PROMPT: Reproduce the records that follow exactly; any picture among them stays out.
*** Opening of RECORDS PROVIDED ***
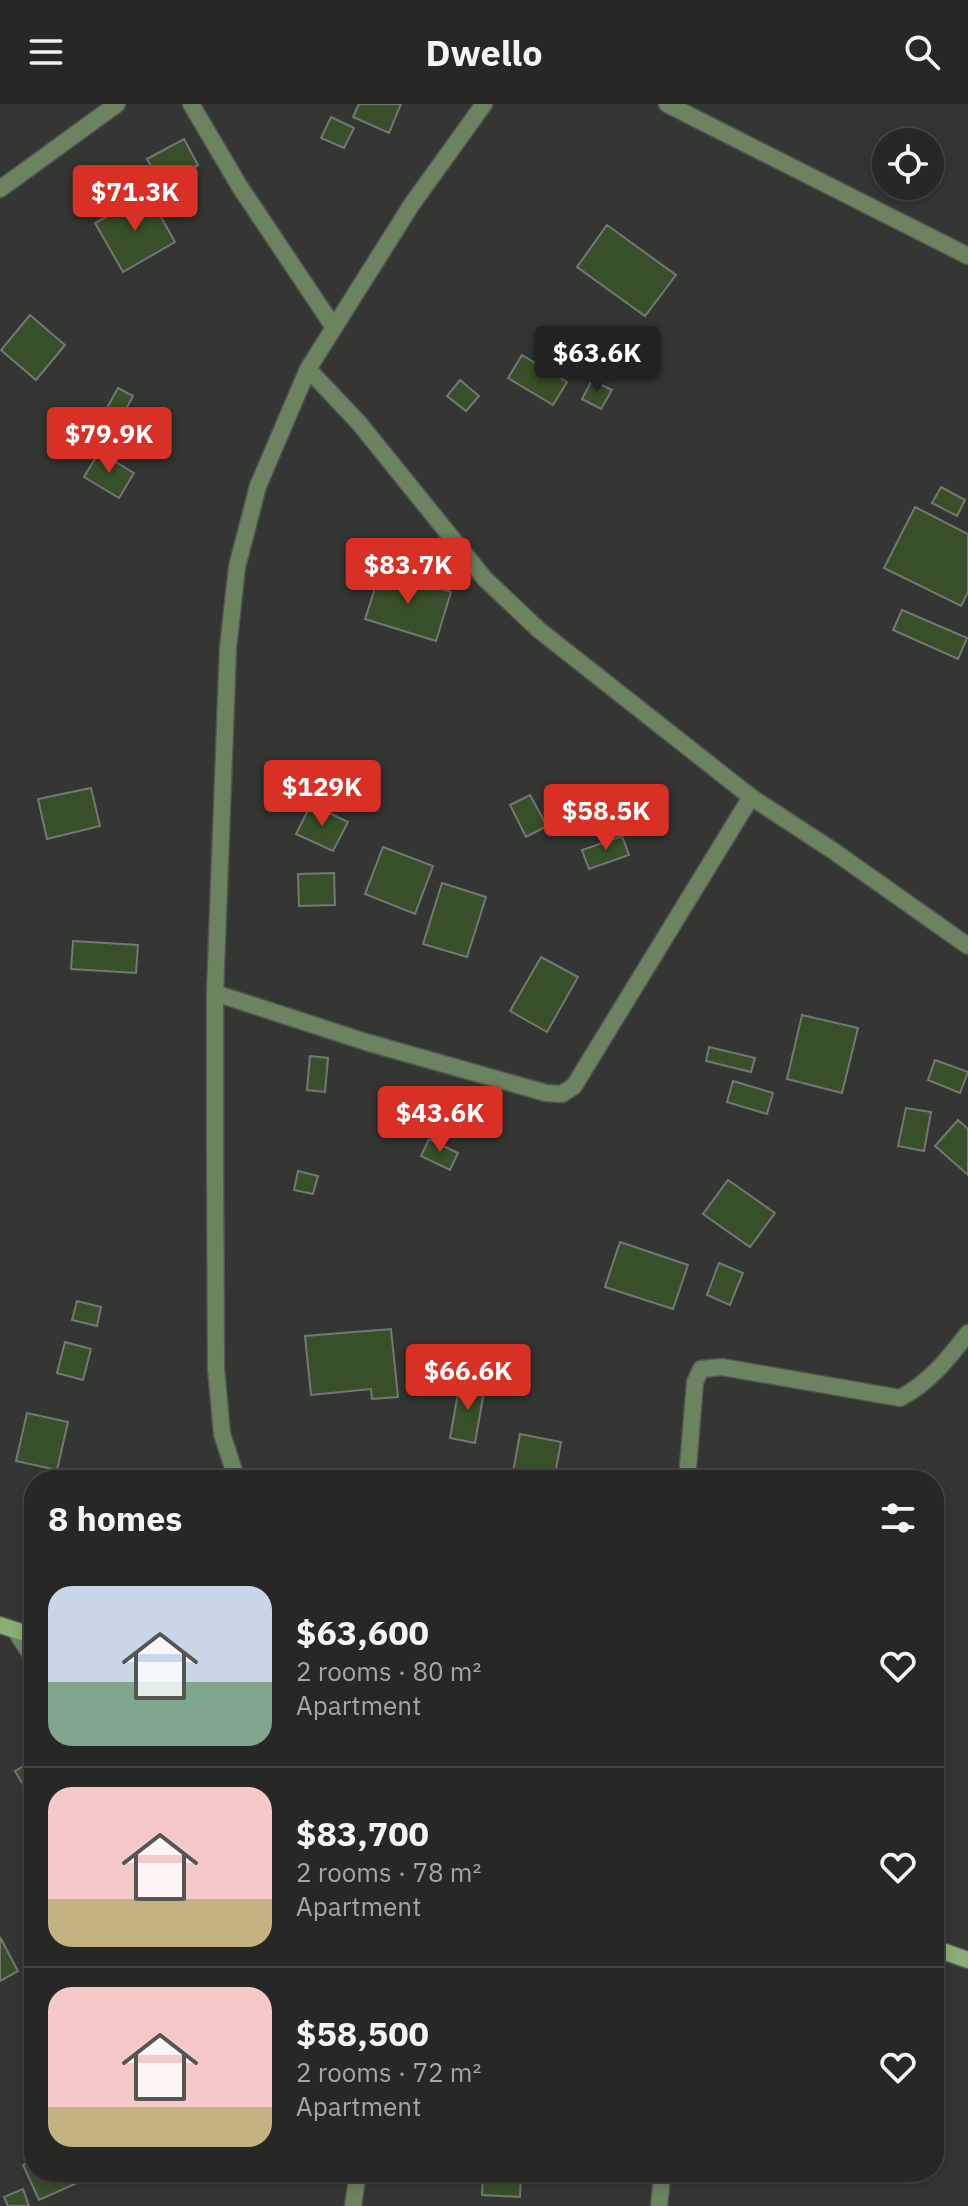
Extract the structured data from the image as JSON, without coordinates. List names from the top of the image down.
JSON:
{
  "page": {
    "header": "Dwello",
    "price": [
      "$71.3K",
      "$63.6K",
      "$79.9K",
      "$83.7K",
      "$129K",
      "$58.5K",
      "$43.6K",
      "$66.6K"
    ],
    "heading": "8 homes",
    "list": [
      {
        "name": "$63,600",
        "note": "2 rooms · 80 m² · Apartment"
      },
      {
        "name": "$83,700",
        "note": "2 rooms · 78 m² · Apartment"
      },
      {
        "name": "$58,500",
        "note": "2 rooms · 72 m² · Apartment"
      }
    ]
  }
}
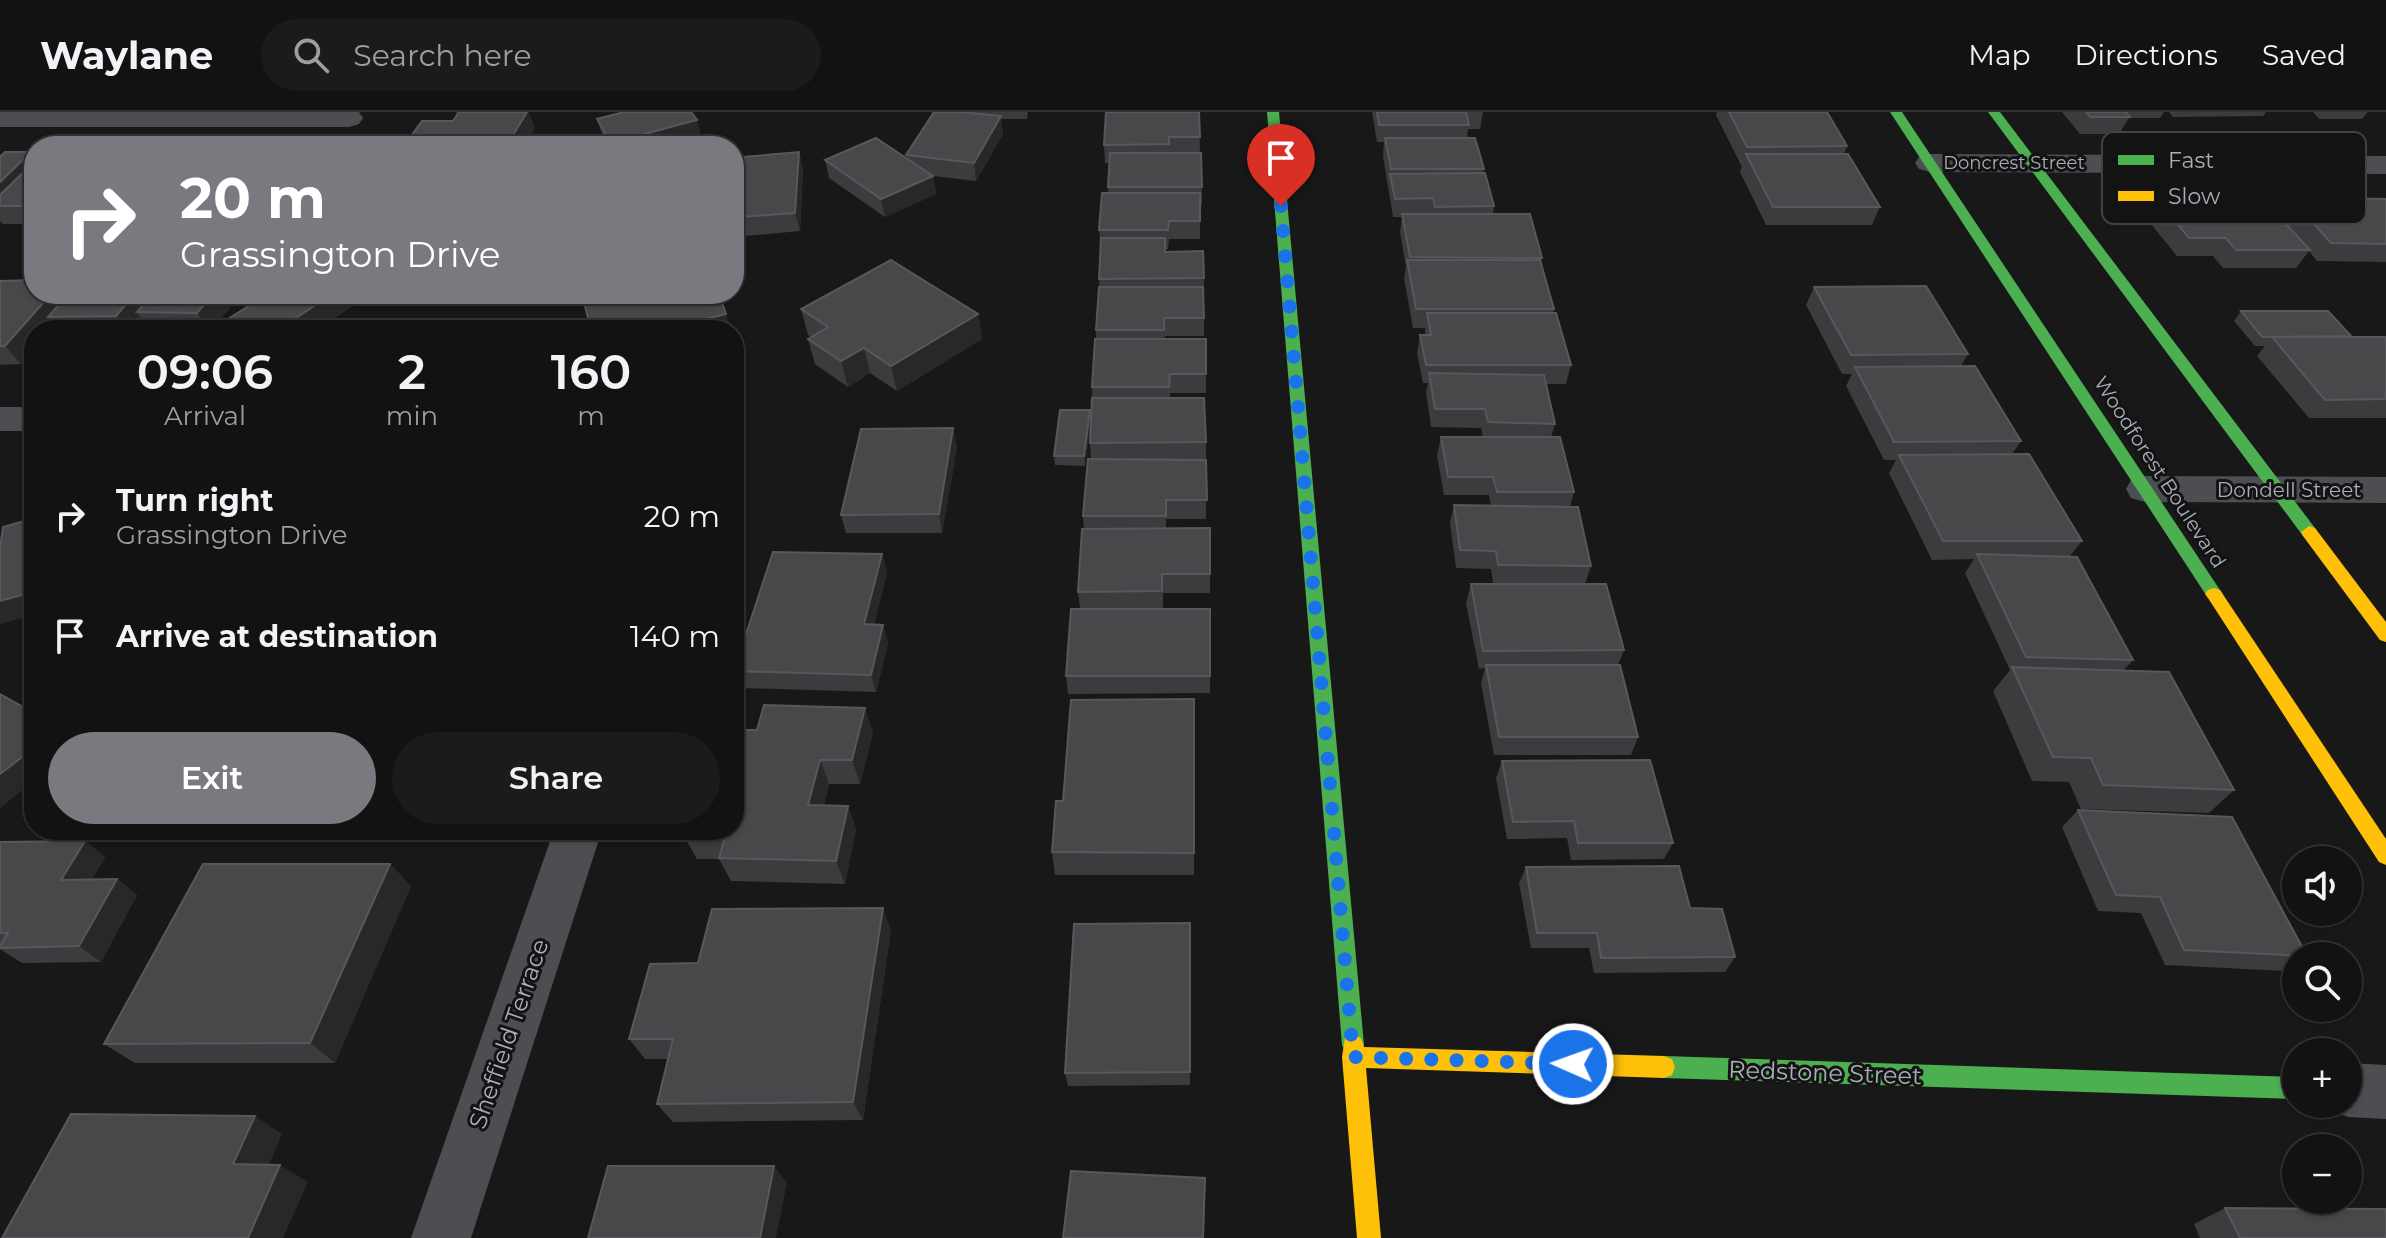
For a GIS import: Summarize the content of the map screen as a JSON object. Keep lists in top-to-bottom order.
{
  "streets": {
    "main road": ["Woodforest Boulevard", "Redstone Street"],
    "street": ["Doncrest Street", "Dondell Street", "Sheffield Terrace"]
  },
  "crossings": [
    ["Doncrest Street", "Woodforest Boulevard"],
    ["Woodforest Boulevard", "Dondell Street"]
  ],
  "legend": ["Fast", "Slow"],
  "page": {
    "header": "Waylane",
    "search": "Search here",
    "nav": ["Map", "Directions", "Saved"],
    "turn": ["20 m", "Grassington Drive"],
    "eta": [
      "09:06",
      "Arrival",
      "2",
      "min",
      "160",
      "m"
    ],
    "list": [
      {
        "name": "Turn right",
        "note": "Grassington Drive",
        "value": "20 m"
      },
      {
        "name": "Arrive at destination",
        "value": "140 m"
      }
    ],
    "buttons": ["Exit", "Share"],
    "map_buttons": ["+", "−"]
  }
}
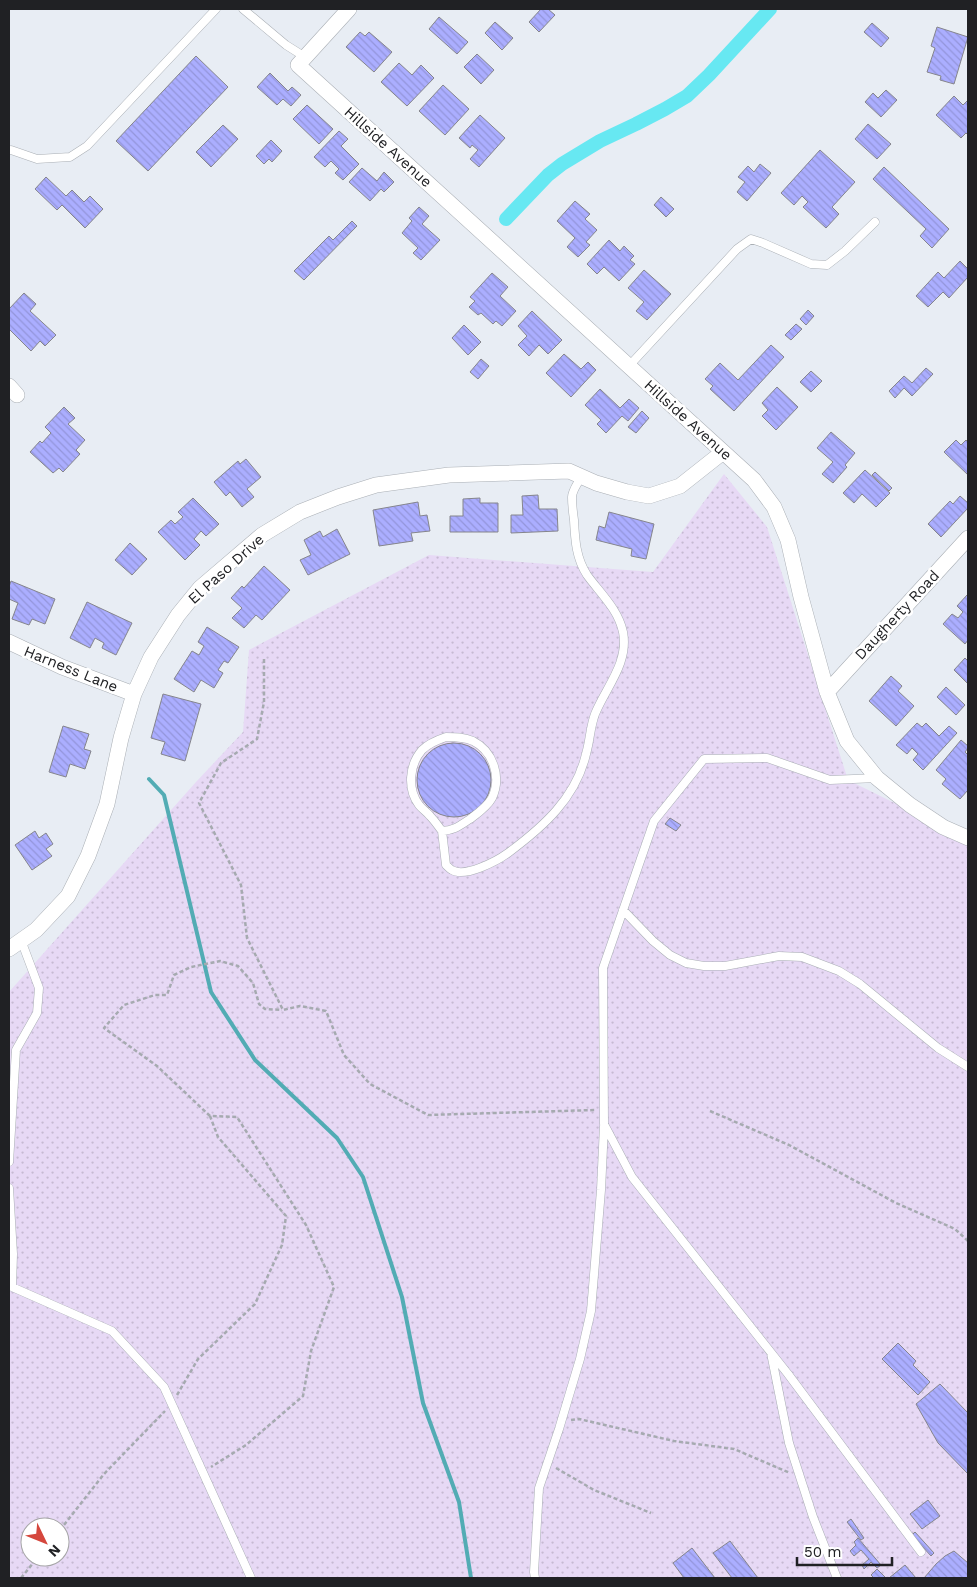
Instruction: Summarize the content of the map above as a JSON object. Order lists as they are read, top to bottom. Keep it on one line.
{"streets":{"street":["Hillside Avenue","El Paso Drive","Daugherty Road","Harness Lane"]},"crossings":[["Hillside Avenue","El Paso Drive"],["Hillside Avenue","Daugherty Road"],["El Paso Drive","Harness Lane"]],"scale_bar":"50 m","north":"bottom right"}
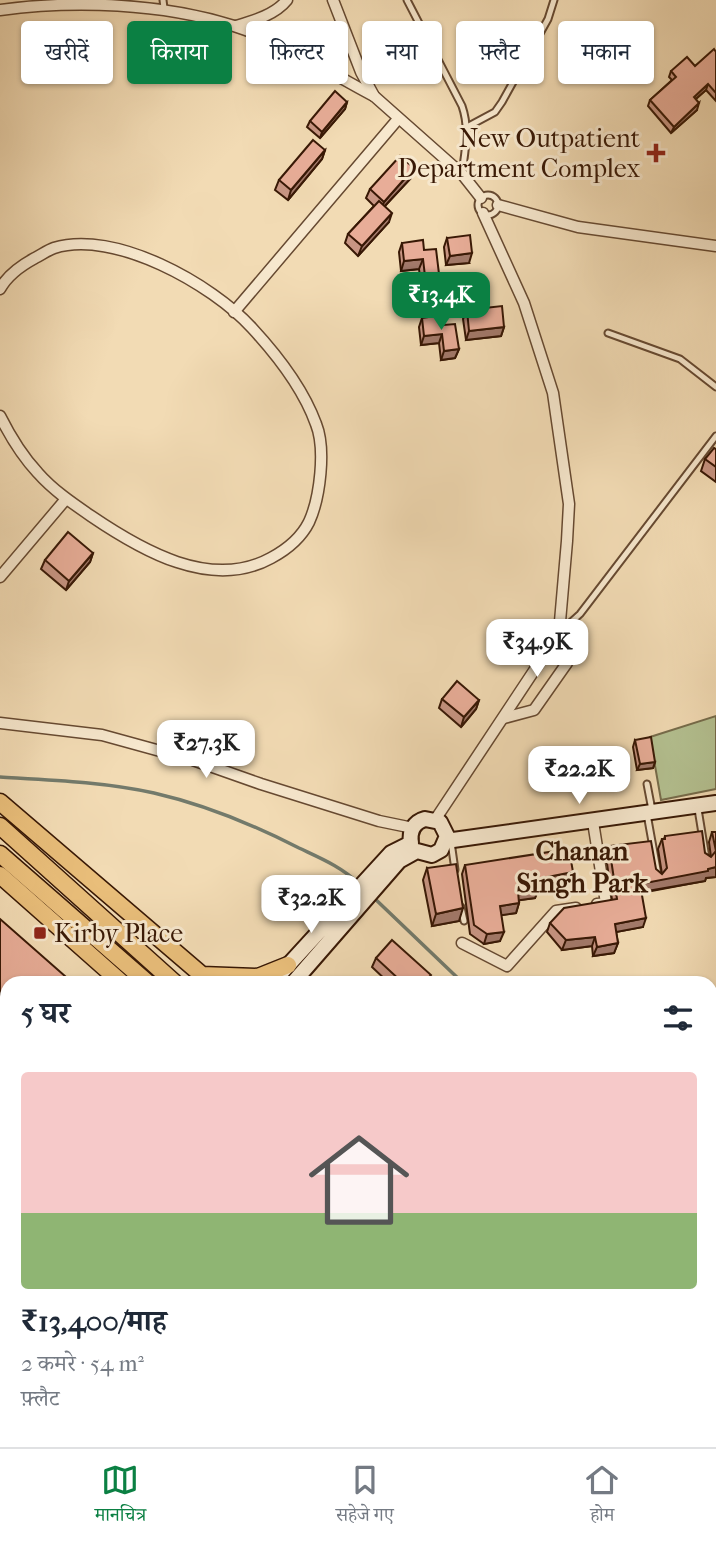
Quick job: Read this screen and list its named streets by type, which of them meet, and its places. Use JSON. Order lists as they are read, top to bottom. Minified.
*** Close of RECORDS PROVIDED ***
REPLY TO THE TASK:
Extract the structured data from the image as JSON, without coordinates. List names from the top of the image down.
JSON:
{
  "page": {
    "header": "Dwello",
    "price": [
      "$71.3K",
      "$63.6K",
      "$79.9K",
      "$83.7K",
      "$129K",
      "$58.5K",
      "$43.6K",
      "$66.6K"
    ],
    "heading": "8 homes",
    "list": [
      {
        "name": "$63,600",
        "note": "2 rooms · 80 m² · Apartment"
      },
      {
        "name": "$83,700",
        "note": "2 rooms · 78 m² · Apartment"
      },
      {
        "name": "$58,500",
        "note": "2 rooms · 72 m² · Apartment"
      }
    ]
  }
}
For a GIS import: Summarize the content of the map screen as a JSON object. Keep lists in top-to-bottom order.
{
  "streets": {
    "main road": ["Woodforest Boulevard", "Redstone Street"],
    "street": ["Doncrest Street", "Dondell Street", "Sheffield Terrace"]
  },
  "crossings": [
    ["Doncrest Street", "Woodforest Boulevard"],
    ["Woodforest Boulevard", "Dondell Street"]
  ],
  "legend": ["Fast", "Slow"],
  "page": {
    "header": "Waylane",
    "search": "Search here",
    "nav": ["Map", "Directions", "Saved"],
    "turn": ["20 m", "Grassington Drive"],
    "eta": [
      "09:06",
      "Arrival",
      "2",
      "min",
      "160",
      "m"
    ],
    "list": [
      {
        "name": "Turn right",
        "note": "Grassington Drive",
        "value": "20 m"
      },
      {
        "name": "Arrive at destination",
        "value": "140 m"
      }
    ],
    "buttons": ["Exit", "Share"],
    "map_buttons": ["+", "−"]
  }
}
Instruction: Summarize the content of the map above as a JSON object. Order lists as they are read, top to bottom. Keep it on one line.
{"streets":{"street":["Hillside Avenue","El Paso Drive","Daugherty Road","Harness Lane"]},"crossings":[["Hillside Avenue","El Paso Drive"],["Hillside Avenue","Daugherty Road"],["El Paso Drive","Harness Lane"]],"scale_bar":"50 m","north":"bottom right"}
Quick job: Read this screen and list its named streets by type, which of them meet, and its places. Use JSON. Order lists as they are read, top to bottom. Minified.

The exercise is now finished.